Copy out the records precisely, omitting pictures.

+++++

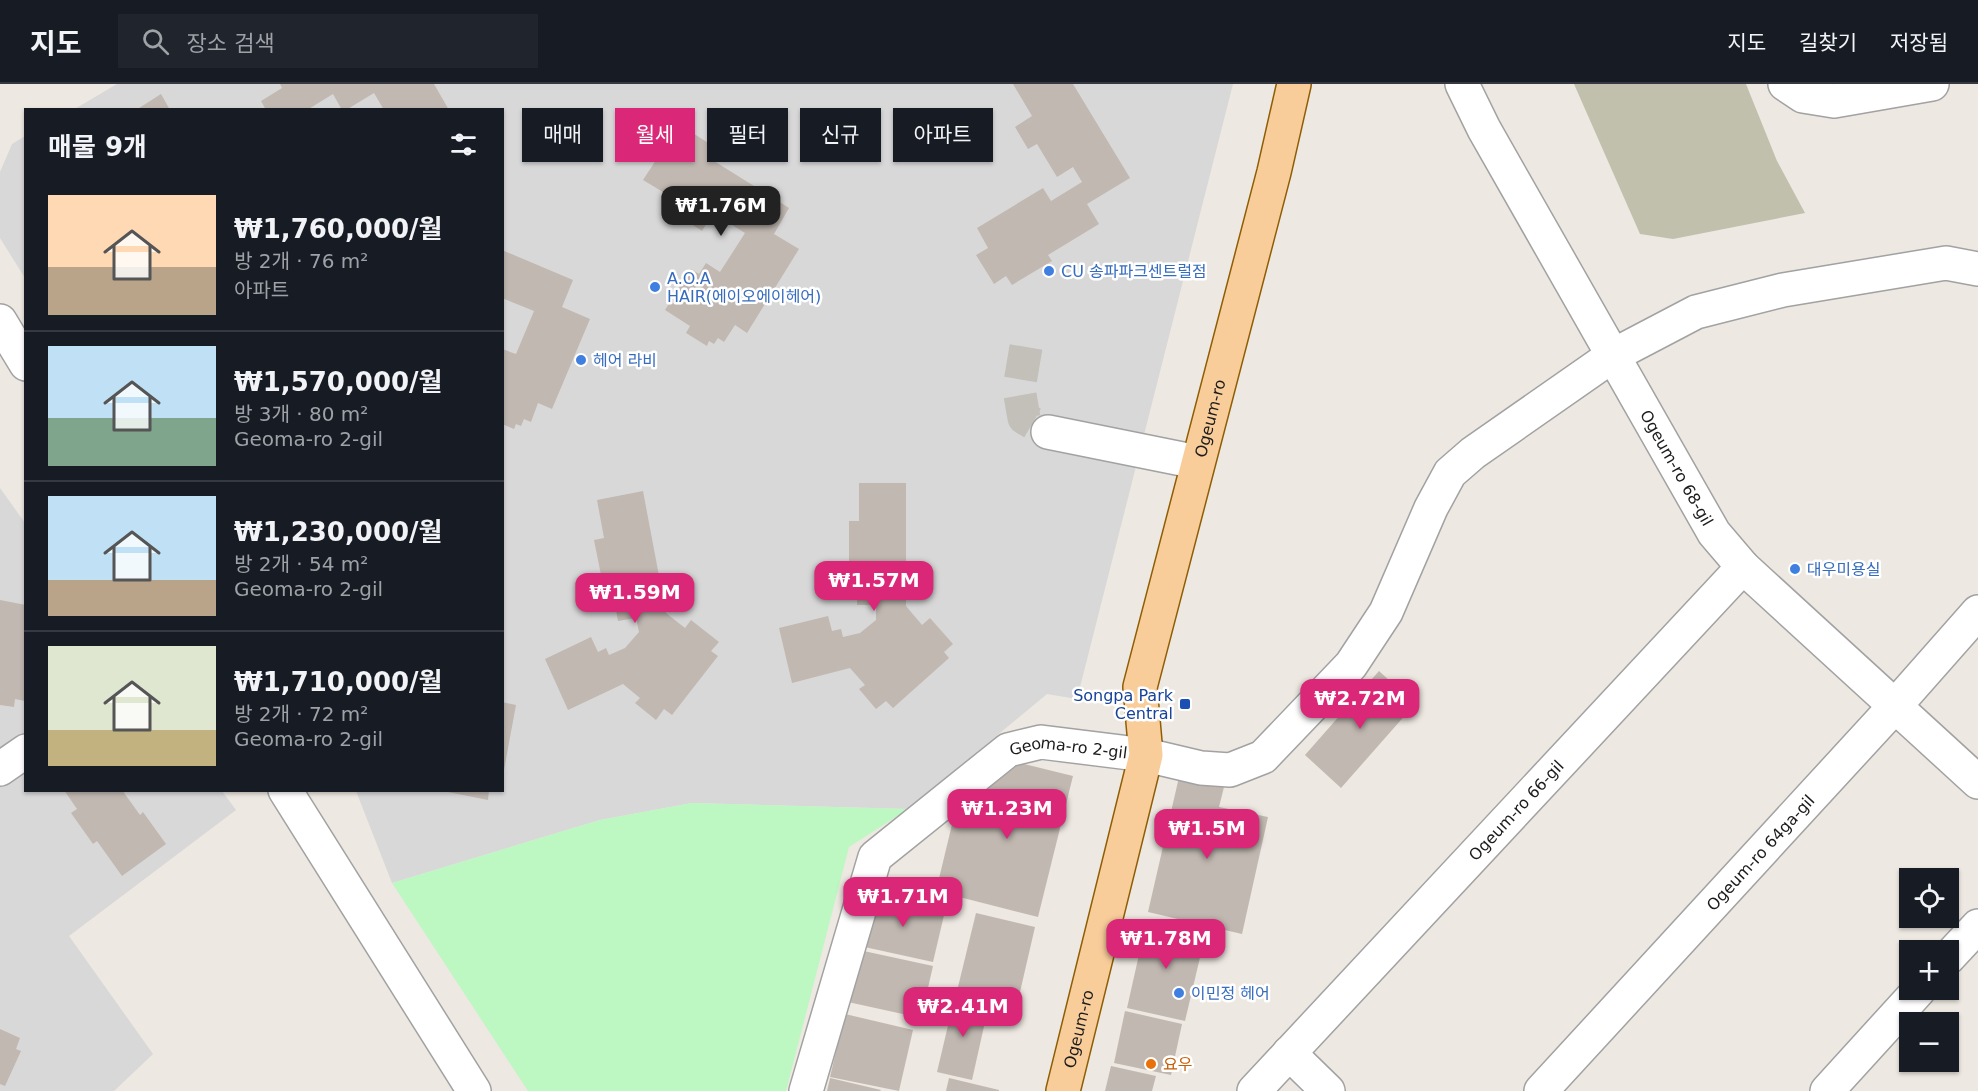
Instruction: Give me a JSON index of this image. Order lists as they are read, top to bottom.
{
  "streets": {
    "main road": ["Ogeum-ro"],
    "street": [
      "Ogeum-ro 68-gil",
      "Geoma-ro 2-gil",
      "Ogeum-ro 66-gil",
      "Ogeum-ro 64ga-gil"
    ]
  },
  "crossings": [
    ["Ogeum-ro", "Geoma-ro 2-gil"],
    ["Ogeum-ro 68-gil", "Ogeum-ro 66-gil"],
    ["Ogeum-ro 68-gil", "Ogeum-ro 64ga-gil"]
  ],
  "places": {
    "other": [
      "CU 송파파크센트럴점",
      "A.O.A HAIR(에이오에이헤어)",
      "헤어 라비",
      "대우미용실",
      "이민정 헤어",
      "요우"
    ],
    "transit": ["Songpa Park Central"]
  },
  "page": {
    "header": "지도",
    "search": "장소 검색",
    "nav": ["지도", "길찾기", "저장됨"],
    "chip": [
      "매매",
      "월세",
      "필터",
      "신규",
      "아파트"
    ],
    "heading": "매물 9개",
    "list": [
      {
        "name": "₩1,760,000/월",
        "note": "방 2개 · 76 m² · 아파트"
      },
      {
        "name": "₩1,570,000/월",
        "note": "방 3개 · 80 m² · Geoma-ro 2-gil"
      },
      {
        "name": "₩1,230,000/월",
        "note": "방 2개 · 54 m² · Geoma-ro 2-gil"
      },
      {
        "name": "₩1,710,000/월",
        "note": "방 2개 · 72 m² · Geoma-ro 2-gil"
      }
    ],
    "price": [
      "₩1.76M",
      "₩1.57M",
      "₩1.59M",
      "₩2.72M",
      "₩1.23M",
      "₩1.5M",
      "₩1.71M",
      "₩1.78M",
      "₩2.41M"
    ],
    "map_buttons": ["+", "−"]
  }
}
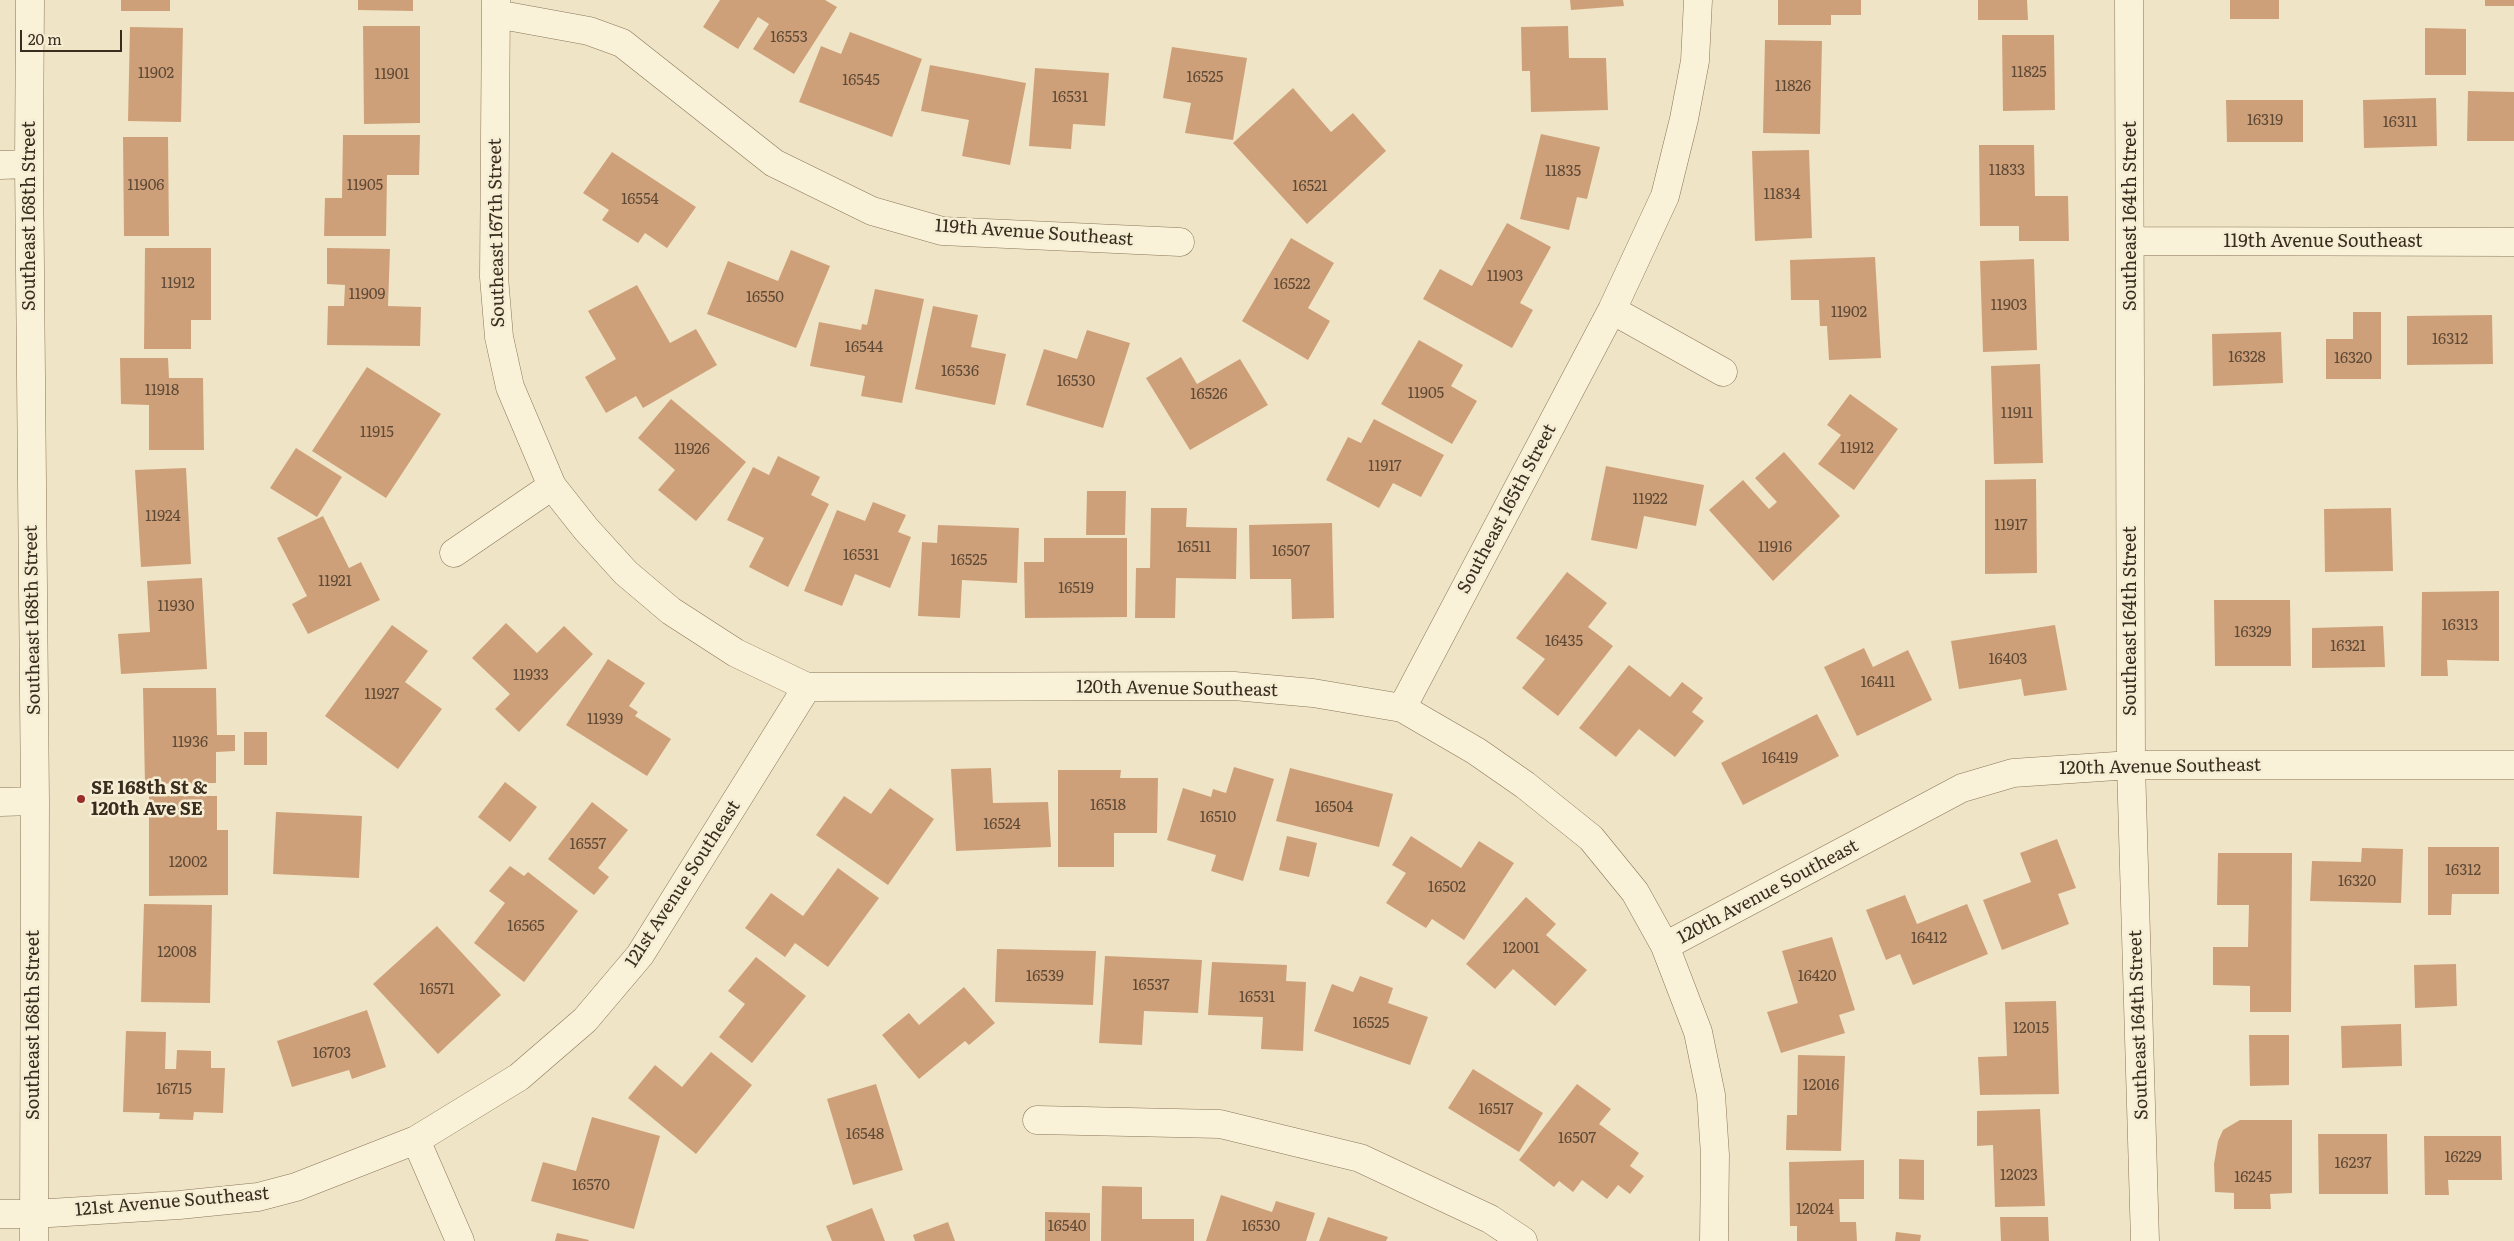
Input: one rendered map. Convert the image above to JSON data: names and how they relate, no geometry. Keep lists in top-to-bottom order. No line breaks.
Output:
{"streets":{"street":["Southeast 168th Street","Southeast 164th Street","Southeast 167th Street","119th Avenue Southeast","Southeast 165th Street","120th Avenue Southeast","121st Avenue Southeast"]},"crossings":[["Southeast 168th Street","121st Avenue Southeast"],["Southeast 164th Street","119th Avenue Southeast"],["Southeast 164th Street","120th Avenue Southeast"],["Southeast 167th Street","119th Avenue Southeast"],["Southeast 167th Street","120th Avenue Southeast"],["Southeast 167th Street","121st Avenue Southeast"],["Southeast 165th Street","120th Avenue Southeast"],["120th Avenue Southeast","121st Avenue Southeast"]],"places":["SE 168th St & 120th Ave SE"],"house_numbers":["16553","11825","11902","11901","16525","16545","11826","16531","16319","16311","11833","11835","11906","11905","16521","11834","16554","11903","11912","16522","11909","16550","11903","11902","16312","16544","16328","16320","16536","16530","11918","11905","16526","11911","11915","11912","11926","11917","11922","11924","11917","16511","11916","16507","16531","16525","11921","16519","11930","16313","16329","16435","16321","16403","11933","16411","11927","11939","11936","16419","16518","16504","16510","16524","16557","12002","16312","16320","16502","16565","16412","12001","12008","16539","16420","16537","16571","16531","16525","12015","16703","12016","16715","16517","16548","16507","16229","16237","12023","16245","16570","12024","16540","16530"],"scale_bar":"20 m"}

+++++

- _Result of this exercise_
Instruction: Give me a JSON index of this image. Order lists as they are read, top to bottom.
{
  "streets": {
    "main road": ["Ogeum-ro"],
    "street": [
      "Ogeum-ro 68-gil",
      "Geoma-ro 2-gil",
      "Ogeum-ro 66-gil",
      "Ogeum-ro 64ga-gil"
    ]
  },
  "crossings": [
    ["Ogeum-ro", "Geoma-ro 2-gil"],
    ["Ogeum-ro 68-gil", "Ogeum-ro 66-gil"],
    ["Ogeum-ro 68-gil", "Ogeum-ro 64ga-gil"]
  ],
  "places": {
    "other": [
      "CU 송파파크센트럴점",
      "A.O.A HAIR(에이오에이헤어)",
      "헤어 라비",
      "대우미용실",
      "이민정 헤어",
      "요우"
    ],
    "transit": ["Songpa Park Central"]
  },
  "page": {
    "header": "지도",
    "search": "장소 검색",
    "nav": ["지도", "길찾기", "저장됨"],
    "chip": [
      "매매",
      "월세",
      "필터",
      "신규",
      "아파트"
    ],
    "heading": "매물 9개",
    "list": [
      {
        "name": "₩1,760,000/월",
        "note": "방 2개 · 76 m² · 아파트"
      },
      {
        "name": "₩1,570,000/월",
        "note": "방 3개 · 80 m² · Geoma-ro 2-gil"
      },
      {
        "name": "₩1,230,000/월",
        "note": "방 2개 · 54 m² · Geoma-ro 2-gil"
      },
      {
        "name": "₩1,710,000/월",
        "note": "방 2개 · 72 m² · Geoma-ro 2-gil"
      }
    ],
    "price": [
      "₩1.76M",
      "₩1.57M",
      "₩1.59M",
      "₩2.72M",
      "₩1.23M",
      "₩1.5M",
      "₩1.71M",
      "₩1.78M",
      "₩2.41M"
    ],
    "map_buttons": ["+", "−"]
  }
}
Input: one rendered map. Convert the image above to JSON data: names and how they relate, no geometry. Keep lists in top-to-bottom order. No line breaks.
Output:
{"streets":{"street":["Southeast 168th Street","Southeast 164th Street","Southeast 167th Street","119th Avenue Southeast","Southeast 165th Street","120th Avenue Southeast","121st Avenue Southeast"]},"crossings":[["Southeast 168th Street","121st Avenue Southeast"],["Southeast 164th Street","119th Avenue Southeast"],["Southeast 164th Street","120th Avenue Southeast"],["Southeast 167th Street","119th Avenue Southeast"],["Southeast 167th Street","120th Avenue Southeast"],["Southeast 167th Street","121st Avenue Southeast"],["Southeast 165th Street","120th Avenue Southeast"],["120th Avenue Southeast","121st Avenue Southeast"]],"places":["SE 168th St & 120th Ave SE"],"house_numbers":["16553","11825","11902","11901","16525","16545","11826","16531","16319","16311","11833","11835","11906","11905","16521","11834","16554","11903","11912","16522","11909","16550","11903","11902","16312","16544","16328","16320","16536","16530","11918","11905","16526","11911","11915","11912","11926","11917","11922","11924","11917","16511","11916","16507","16531","16525","11921","16519","11930","16313","16329","16435","16321","16403","11933","16411","11927","11939","11936","16419","16518","16504","16510","16524","16557","12002","16312","16320","16502","16565","16412","12001","12008","16539","16420","16537","16571","16531","16525","12015","16703","12016","16715","16517","16548","16507","16229","16237","12023","16245","16570","12024","16540","16530"],"scale_bar":"20 m"}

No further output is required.